Fortunately, Rosales qualified for a summer fellowship that provided him housing, which allowed him to stay in Washington, D.C., and pursue his internship and future career goals. Georgetown can foster this initiative because it collects private funds to provide for such needs. But students at other schools may not be so lucky. Colleges and universities across the country should follow Georgetown’s lead in ensuring that their students can secure housing over school breaks and that their financial aid includes funds for housing.

Furthermore, it is likely that the immigration status of unauthorized students will be a hindrance in accessing safe housing. A Generation Progress report recommended that colleges and universities should take steps to prevent the use of an immigrant’s status as a basis to deny them on-campus and off-campus housing affiliated with the school. In times when institutions have knowledge of students’ status, they should keep it confidential.

Increased Mental Health Risk

In addition to financial accessibility, unauthorized students face a wide range of personal challenges that weigh heavily on their mental health. A study by the Institute for Immigration, Globalization, and Education at UCLA, for example, found that unauthorized students experience high levels of clinical anxiety. The study found that 29 percent of males and 37 percent of females had anxiety scores that were above the clinical cutoff level, which is 4 percent to 9 percent above average. This study also found that unauthorized students experienced feelings of isolation because they did not know who to trust. They also felt that they were treated negatively on campus because of their immigration status. Overall, three-fourths of the students that were surveyed reported that they live in constant fear of being detained or deported.

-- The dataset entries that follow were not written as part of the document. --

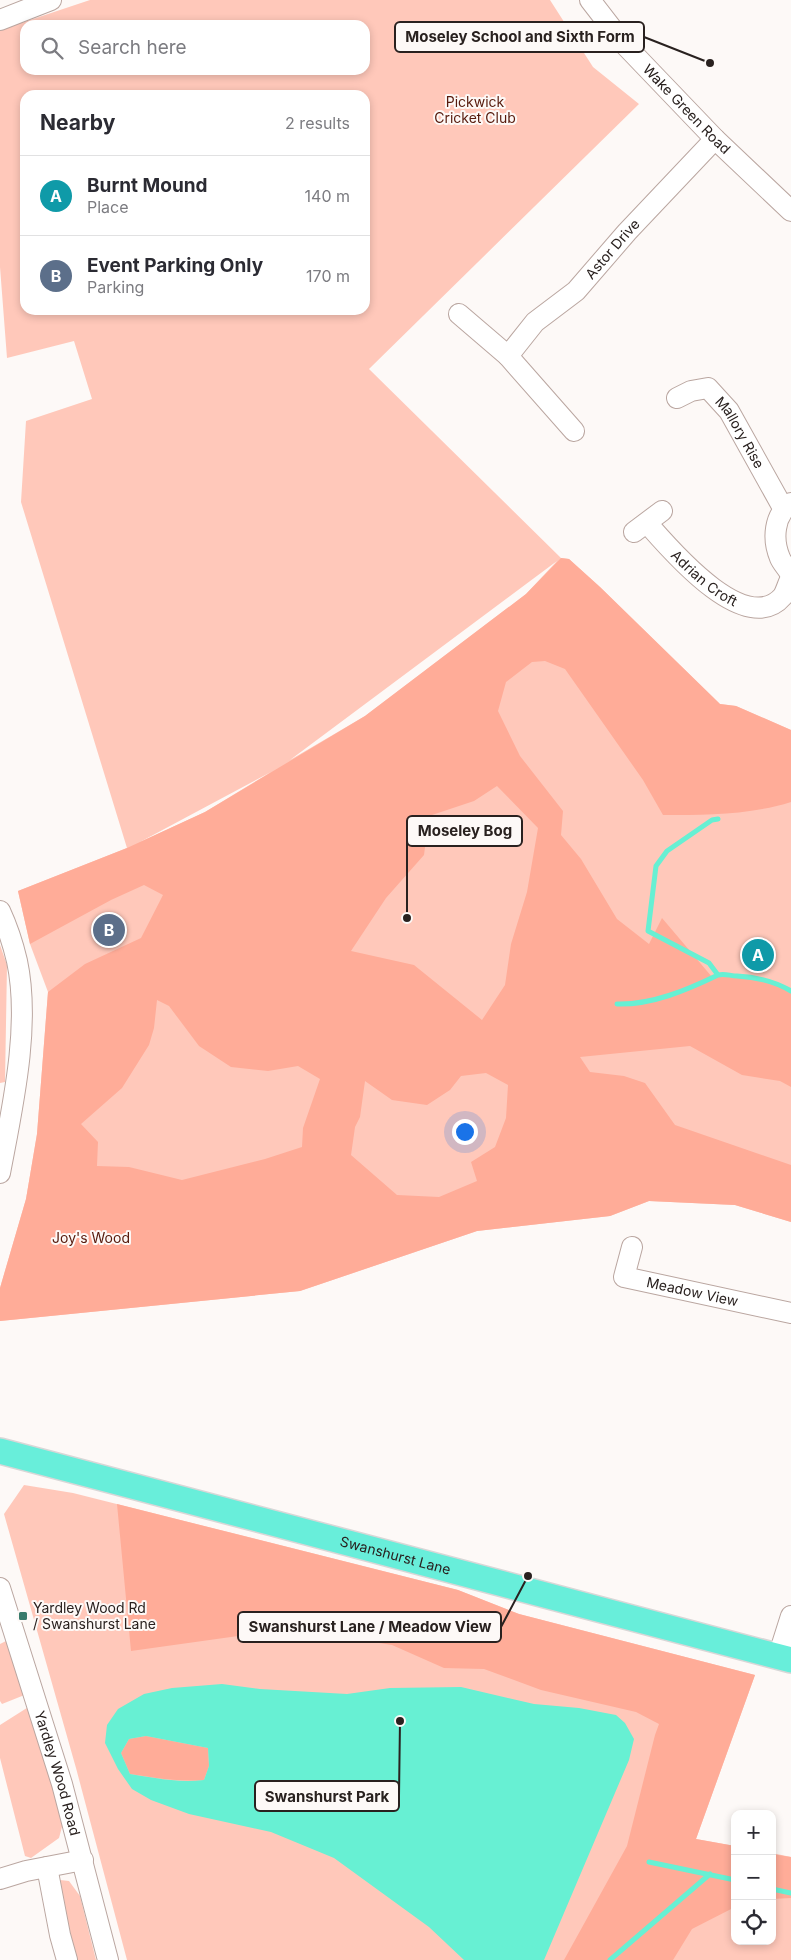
<!DOCTYPE html>
<meta charset="utf-8">
<style>
body{margin:0;font-family:Inter,sans-serif;background:#f7f7f7;color:#2b2b33}
.controls{position:absolute;right:15px;bottom:15px;display:grid;overflow:hidden;border-radius:10px;box-shadow:0 2px 8px #0003}
.controls button{width:45px;height:45px;display:grid;place-items:center;padding:0;border:0;border-bottom:1px solid #e1e1e2;background:#fff;color:#2b2b33;font:25px sans-serif}
.you{position:absolute;left:464px;top:1131px;width:18px;height:18px;margin:-12px;border:4px solid #fff;border-radius:50%;background:#1a73e8;box-shadow:0 0 0 8px #1a73e833}
.badge{display:grid;place-items:center;width:32px;height:32px;border-radius:50%;background:#0f766e;color:#fff;font-size:16px;font-weight:700}
.pin{position:absolute;translate:-50% -50%;border:2px solid #fff;box-shadow:0 1px 5px #0006}
.list{margin:0;padding:0;list-style:none}
h2{display:flex;justify-content:space-between;align-items:center;height:65px;margin:0;padding:0 20px;font-size:21px}
h2 small{font-size:16px;font-weight:400;color:#7c7c81}
.list li{display:grid;grid-template-columns:32px 1fr auto;gap:15px;align-items:center;box-sizing:border-box;height:80px;padding:0 20px;border-top:1px solid #e1e1e2}
.list b{display:block;font-size:19px;white-space:nowrap}
.list p{margin:0;font-size:16px;white-space:nowrap;color:#7c7c81}
.list em{font-size:16px;font-style:normal;color:#7c7c81}
.icon{flex:none;width:28px;height:28px;fill:none;stroke:currentColor;stroke-width:2;stroke-linecap:round;stroke-linejoin:round}
.map{position:relative;flex:none;width:791px;height:1960px;overflow:hidden}
.search{position:absolute;background:#fff;box-shadow:0 2px 8px #0003;left:20px;top:20px;width:350px;height:55px;display:flex;align-items:center;gap:12px;box-sizing:border-box;padding:0 18px;border-radius:15px;color:#7c7c81;font-size:19px}
.panel{position:absolute;background:#fff;box-shadow:0 2px 8px #0003;left:20px;top:90px;width:350px;height:225px;border-radius:15px}
.map>svg:first-child{display:block}
.green{fill:#ffc8ba;fill-rule:evenodd}
.forest{fill:#ffac98;fill-rule:evenodd}
.water{fill:#67f0d3;fill-rule:evenodd}
.lines{fill:none;stroke-linecap:round;stroke-linejoin:round}
.stream{stroke:#67f0d3;stroke-width:5}
.minor-casing{stroke:#baa6a0;stroke-width:22}
.major-casing{stroke:#d8d7d7;stroke-width:28}
.minor{stroke:#fff;stroke-width:20}
.major{stroke:#68eeda;stroke-width:25}
.poi-dot{fill:#387b6c;stroke:#fdf9f7;stroke-width:2}
.labels{text-anchor:middle;stroke-width:4;stroke-linejoin:round;paint-order:stroke}
.park-label{font-size:14px;fill:#571a0c;stroke:#fdf9f7}
.street-label{font-size:14px;fill:#29211f;stroke:#fdf9f7}
.poi-label{font-size:14px;fill:#29211f;stroke:#fdf9f7;text-anchor:start}
.leader{fill:none;stroke:#29211f;stroke-width:2}
.callout-dot{fill:#29211f;stroke:#fdf9f7;stroke-width:2}
.callout{fill:#fdf9f7;stroke:#29211f;stroke-width:2}
.callout-label{font-size:15px;text-anchor:middle;font-weight:bold;fill:#29211f}
</style>
<div class="map">
<svg width="791" height="1960" viewBox="0 0 791 1960">
<rect width="100%" height="100%" fill="#fdf9f7"/>
<path class="green" d="M90,0H550L593,67L639,104L369,369L561,558L569,559L600,587L720,704L736,706L791,730V1222L735,1205L649,1201L610,1216L477,1231L300,1291L0,1321V1288L26,1199L37,1134L48,992L30,944L18,891L127,848L21,502L26,421L92,399L74,341L7,358L0,267V30ZM25,25H365V70H25ZM25,95H365V310H25ZM557,561L526,594L365,716L290,760ZM271,772L205,812L140,842Z
M0,945L7,965L5,1082L0,1083Z
M24,1485L73,1493L458,1590L519,1614L755,1675L696,1839L735,1846V1941H772V1853L791,1857V1960H127L76,1768L4,1514Z
M10,1639L27,1694L2,1704L0,1701V1644Z
M30,1706L63,1823L59,1838L31,1858L25,1856L0,1758V1725Z
M60,1880L69,1881L80,1896L96,1960H73L55,1888Z"/>
<path class="forest" d="M561,558L569,559L600,587L720,704L736,706L791,730V802C750,815 705,815 663,815L643,780L565,669L545,661L532,662L506,682L498,711L520,756L563,811L561,835L581,859L617,919L649,944L662,918L712,977C731,968 773,980 791,991V1087L780,1081L742,1075L690,1046L580,1057L590,1072L624,1076L645,1083L675,1125L791,1165V1222L735,1205L649,1201L610,1216L477,1231L300,1291L0,1321V1288L26,1199L37,1134L48,992L85,964L141,938L163,895L144,885L111,900L30,944L18,891L127,848L205,812L365,716L526,594ZM497,786L538,828L527,892L511,944L505,985L482,1020L414,965L351,951L386,898L424,855L429,816L474,801ZM157,1000L169,1006L199,1046L231,1067L268,1071L298,1066L320,1079L303,1128L302,1147L265,1159L182,1180L129,1167L97,1166L98,1142L81,1124L122,1088L149,1045L154,1028ZM486,1073L508,1085L506,1118L495,1147L471,1162L477,1181L439,1197L397,1195L351,1155L355,1127L360,1117L365,1081L392,1100L427,1105L450,1090L461,1076Z
M117,1504L458,1590L519,1614L755,1675L696,1839L735,1846V1907L692,1929L673,1960H564L627,1846L655,1735L659,1724L636,1712L541,1690L484,1669L444,1668L392,1645L289,1629L131,1651Z
M146,1736L208,1748L209,1766L204,1780C177,1782 156,1778 130,1774L121,1753L129,1739Z
M772,1854L791,1857V1898L772,1899Z"/>
<path class="water" d="M222,1684L260,1689L347,1694L390,1688L461,1687L534,1704L579,1708L616,1715L625,1723L634,1739L629,1760L544,1960H464L429,1927L334,1858L271,1832L189,1814L151,1800L132,1789L118,1769L105,1743L107,1725L118,1709L144,1694L172,1688ZM146,1736L208,1748L209,1766L204,1780C178,1783 155,1778 130,1774L121,1753L129,1739Z"/>
<g class="lines">
<path class="stream" d="M718,975L709,963L648,931L656,866L667,851L712,820L718,819
M617,1004C652,1005 687,990 718,975C725,973 730,976 737,976C757,977 774,981 791,991
M649,1862L735,1880
M772,1889L791,1893
M610,1960L710,1874"/>
<defs>
<g id="minor">
<path id="s1" d="M590,0L624,44L715,139L791,211"/>
<path d="M0,20L51,0"/>
<path id="s2" d="M459,314L508,356L535,322L576,291L627,232L715,139"/>
<path d="M508,356L574,431"/>
<path id="s3" d="M677,398L691,391L708,388L729,411L783,508"/>
<path d="M791,503C774,515 772,539 780,558C782,563 788,569 791,575"/>
<path id="s4" d="M647,523C669,548 746,640 783,596C786,591 788,583 791,578"/>
<path d="M634,532L662,511"/>
<path d="M0,911C7,926 13,944 17,961C31,1026 12,1109 0,1173"/>
<path id="s5" d="M632,1247L624,1277L791,1313"/>
<path id="s6" d="M0,1588L62,1784L108,1960"/>
<path d="M778,1657L791,1616"/>
<path d="M47,1867L60,1935L67,1960"/>
<path d="M0,1879L26,1871L83,1860"/>
</g>
<g id="major">
<path id="s7" d="M0,1451L791,1660"/>
</g>
</defs>
<use href="#minor" class="minor-casing"/>
<use href="#major" class="major-casing"/>
<use href="#minor" class="minor"/>
<use href="#major" class="major"/>
</g>
<rect class="poi-dot" x="18" y="1611" width="10" height="10" rx="2.5"/>
<g class="labels">
<g class="park-label">
<text x="475" y="107">Pickwick<tspan x="475" dy="16">Cricket Club</tspan></text>
<text x="91" y="1243">Joy's Wood</text>
</g>
<g class="street-label">
<text dy="5" stroke="none"><textPath href="#s1" startOffset="146">Wake Green Road</textPath></text>
<text dy="5" stroke="none"><textPath href="#s2" startOffset="215">Astor Drive</textPath></text>
<text dy="5" stroke="none"><textPath href="#s3" startOffset="88">Mallory Rise</textPath></text>
<text dy="5" stroke="none"><textPath href="#s4" startOffset="80">Adrian Croft</textPath></text>
<text dy="5" stroke="none"><textPath href="#s5" startOffset="101">Meadow View</textPath></text>
<text dy="5" stroke="none"><textPath href="#s7" startOffset="409">Swanshurst Lane</textPath></text>
<text dy="5" stroke="none"><textPath href="#s6" startOffset="194">Yardley Wood Road</textPath></text>
</g>
<g class="poi-label">
<text x="33" y="1613">Yardley Wood Rd<tspan x="33" dy="16">/ Swanshurst Lane</tspan></text>
</g>
</g>
<path class="leader" d="M710 63L644 37M407 918L407 831M528 1576L501 1627M400 1721L399 1796"/>
<g class="callout-dot">
<circle cx="710" cy="63" r="5"/>
<circle cx="407" cy="918" r="5"/>
<circle cx="528" cy="1576" r="5"/>
<circle cx="400" cy="1721" r="5"/>
</g>
<g class="callout">
<rect x="395" y="22" width="249" height="30" rx="5"/>
<rect x="407" y="816" width="115" height="30" rx="5"/>
<rect x="238" y="1612" width="263" height="30" rx="5"/>
<rect x="255" y="1781" width="144" height="30" rx="5"/>
</g>
<g class="callout-label">
<text x="520" y="42">Moseley School and Sixth Form</text>
<text x="465" y="836">Moseley Bog</text>
<text x="370" y="1632">Swanshurst Lane / Meadow View</text>
<text x="327" y="1802">Swanshurst Park</text>
</g>
</svg>
<div class="controls">
<button>+</button>
<button>−</button>
<button><svg class="icon" aria-label="locate" viewBox="0 0 24 24"><circle cx="12" cy="12" r="6"/><path d="M12 2v4M12 18v4M2 12h4M18 12h4"/></svg></button>
</div>
<div class="you"></div>
<div class="pin badge" style="left:758px;top:955px;background:#0f9aa8">A</div>
<div class="pin badge" style="left:109px;top:930px;background:#5c6f8a">B</div>
<div class="search"><svg class="icon" aria-label="search" viewBox="0 0 24 24"><circle cx="10" cy="10" r="6"/><path d="M15 15l6 6"/></svg>Search here</div>
<section class="panel">
<h2>Nearby<small>2 results</small></h2>
<ul class="list">
<li><span class="badge" style="background:#0f9aa8">A</span><div><b>Burnt Mound</b><p>Place</p></div><em>140 m</em></li>
<li><span class="badge" style="background:#5c6f8a">B</span><div><b>Event Parking Only</b><p>Parking</p></div><em>170 m</em></li>
</ul>
</section>
</div>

Despite this increased mental health risk, many unauthorized immigrants are unable to qualify for affordable health insurance because of their status—and are unable to afford private health insurance. This leaves unauthorized college students with a choice between remaining without coverage or purchasing student health coverage, which is sometimes made available by their institutions regardless of status and tends to be more affordable.

Colleges and universities should aid their students by offering counseling and psychiatric services regardless of immigration or health insurance status. In doing so, these institutions should also hire professional staff members that understand the concerns of unauthorized students and the issues they constantly face.

Conclusion

Recently, many colleges and universities have stepped up their efforts to support DACA recipients and push for passage of permanent legislative protection for Dreamers. However, all postsecondary schools need to commit to supporting their unauthorized student populations with the services and resources they need to succeed. These institutions should be able to guarantee the academic success of all their students. As part of this guarantee, they should recognize and combat the issues that pertain to those without legal status and help them access a quality education.